Santa Monica Place is a three-level, 570,000 square foot shopping mall located in the heart of downtown Santa Monica, California, just a few blocks from the beach and the infamous Santa Monica Pier. The mall, which opened in 1980, sits at the southernmost end of Santa Monica’s bustling third street shopping district, which is a lively and vibrant downtown pedestrian mall (and one of the best pedestrian-friendly areas in all of Los Angeles, really). Somewhat surprisingly, the mall was designed by renown architect Frank Gehry with Victor Gruen Associates, giving it a more stunning architectural pedigree than most centers. Unfortunately, the vast majority of the interior architecture at the 120-store mall is considerably blander than the names of those starchitects might suggest. The mall has two anchors: a large Macy’s and a former Robinsons-May which closed in 2006 and was partially replaced by a new Steve & Barry’s store in 2007. Santa Monica Place is most famous for cameos in movies and television; most notably appearing in Beverly Hills: 90210, Terminator 2: Judgment Day, and also as the exterior of the “Ridgemont Mall” in Fast Times at Ridgemont High (the interiors were at the now-deceased Sherman Oaks Galleria).

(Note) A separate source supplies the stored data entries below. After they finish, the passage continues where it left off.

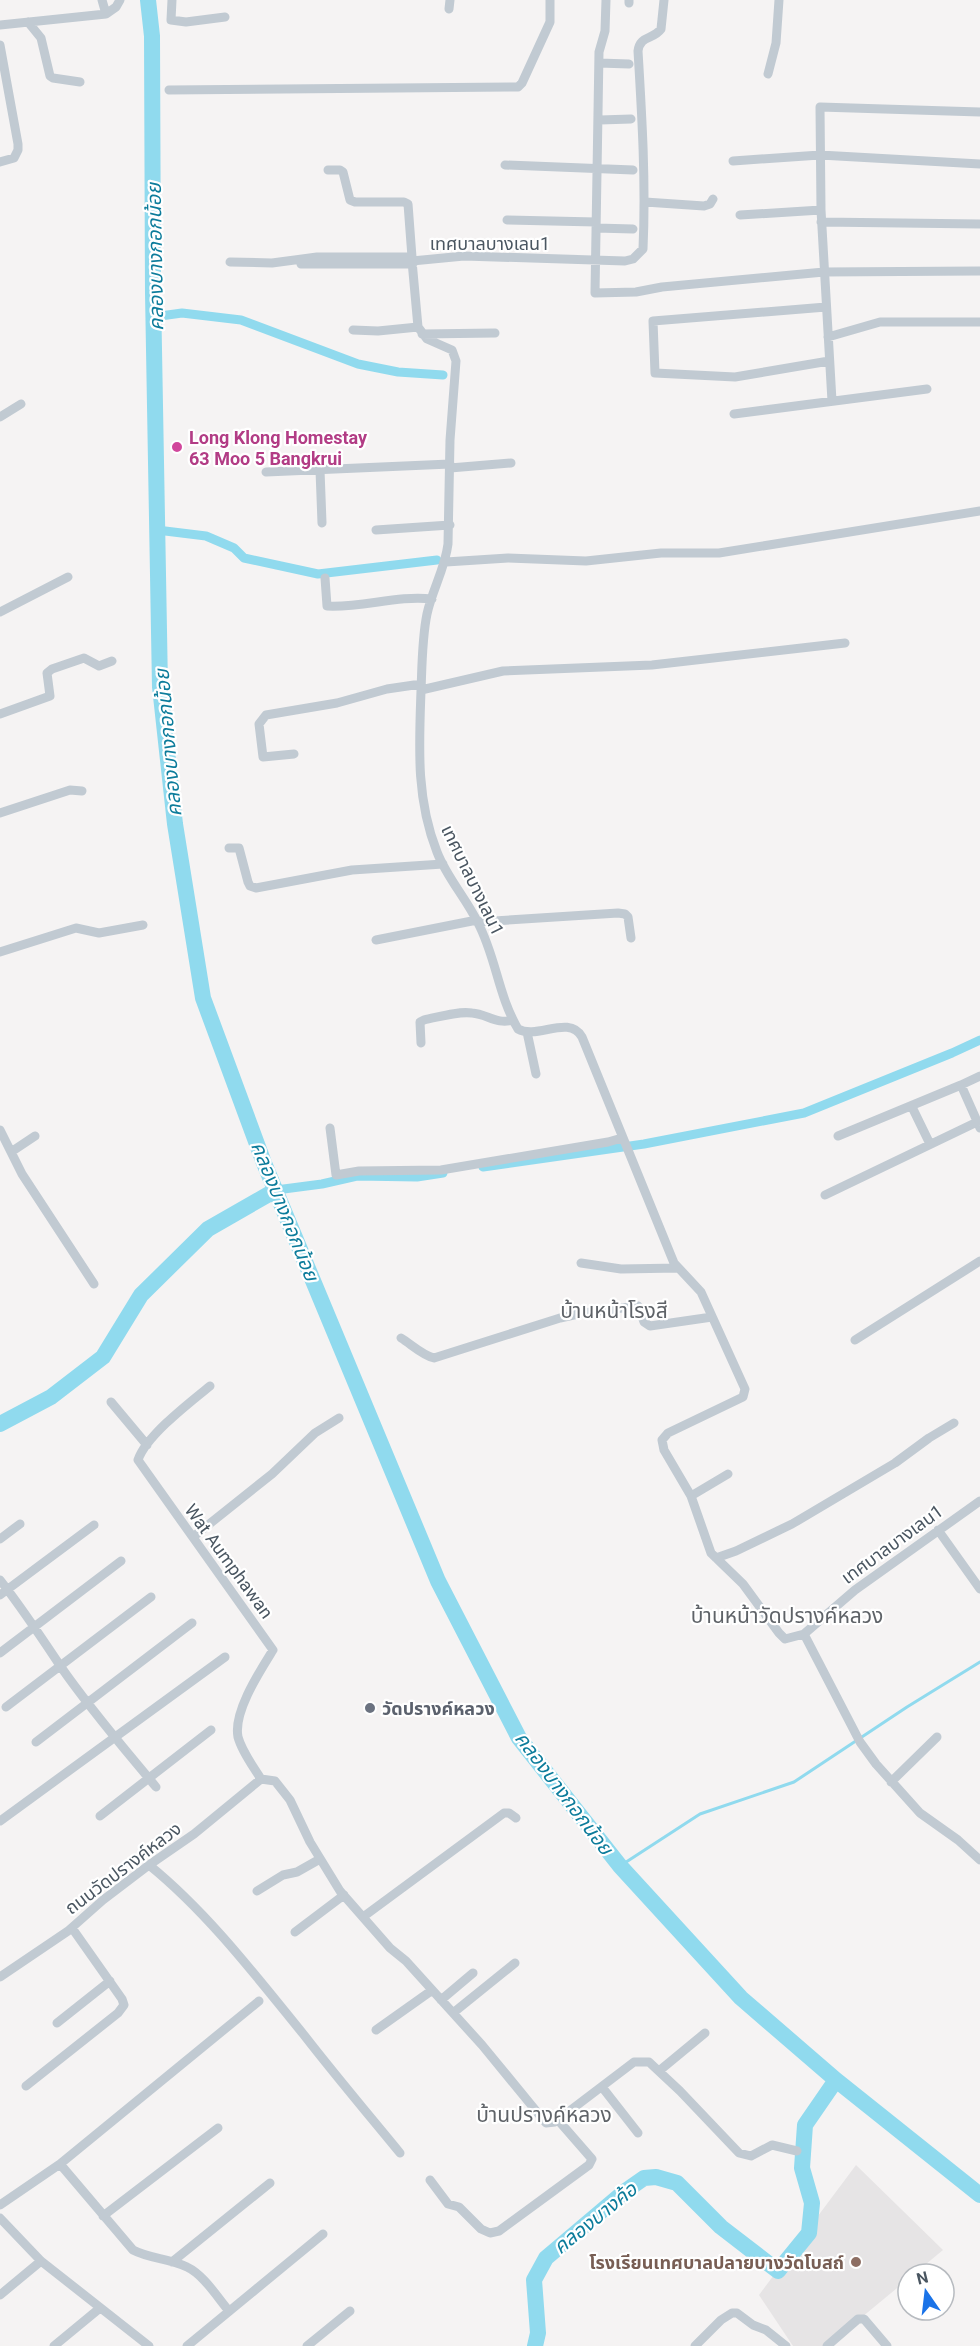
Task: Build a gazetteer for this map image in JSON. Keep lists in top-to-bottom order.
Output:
{
  "streets": {
    "street": ["เทศบาลบางเลน1", "Wat Aumphawan", "ถนนวัดปรางค์หลวง"]
  },
  "crossings": [
    ["Wat Aumphawan", "ถนนวัดปรางค์หลวง"]
  ],
  "districts": ["บ้านหน้าโรงสี", "บ้านหน้าวัดปรางค์หลวง", "บ้านปรางค์หลวง"],
  "water": ["คลองบางกอกน้อย", "คลองบางค้อ"],
  "places": ["Long Klong Homestay 63 Moo 5 Bangkrui", "วัดปรางค์หลวง", "โรงเรียนเทศบาลปลายบางวัดโบสถ์"],
  "north": "top"
}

The mall, which was less than 50% occupied by 2007, apparently never turned a profit. The Macerich Companies purchased the ailing center in 1999 and first floated a redevelopment plan in 2004 that would’ve replaced it with a large complex of offices, condominiums, and retail. The plan was met with opposition and scrapped. In 2007, Macerich proposed a more modest redevelopment plan that would tear the roof off the current center and convert it into an outdoor mall to anchor the southern end of the Third Street Mall. This plan is now moving forward and the mall was in the process of clearing out most of the tenants when these photos were taken in November 2007.
Santa Monica Place’s prime location is probably a big part of the reason this place is going to come down. Given the lively streetscape and near-perfect weather, it seems silly to force people inside to shop, when a superblock component to the existing downtown streetscape would probably be more successful. Plus, California has many fully outdoor “malls,” and it seems the plan is to turn good ol’ Santa Monica Place into one of them.
There’s another retail oddity just behind Santa Monica Place. This 1945 vintage Sears store is not part of the mall itself, but I thought it epitomized classic Art Deco California cool, and how Sears utilized some ancient logos (or simply just kept them up?) Either way, a neat find.